**WHAT TO WORK ON**.
What you produce should match the records exactly, line for line.

Start of GIVEN DATA

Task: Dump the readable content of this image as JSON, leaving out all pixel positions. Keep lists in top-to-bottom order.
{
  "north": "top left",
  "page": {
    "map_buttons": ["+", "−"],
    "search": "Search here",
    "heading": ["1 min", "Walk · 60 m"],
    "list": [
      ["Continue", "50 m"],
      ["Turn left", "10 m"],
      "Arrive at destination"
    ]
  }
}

End of GIVEN DATA

**SOLUTION**.
Task: Dump the readable content of this image as JSON, leaving out all pixel positions. Keep lists in top-to-bottom order.
{
  "north": "top left",
  "page": {
    "map_buttons": ["+", "−"],
    "search": "Search here",
    "heading": ["1 min", "Walk · 60 m"],
    "list": [
      ["Continue", "50 m"],
      ["Turn left", "10 m"],
      "Arrive at destination"
    ]
  }
}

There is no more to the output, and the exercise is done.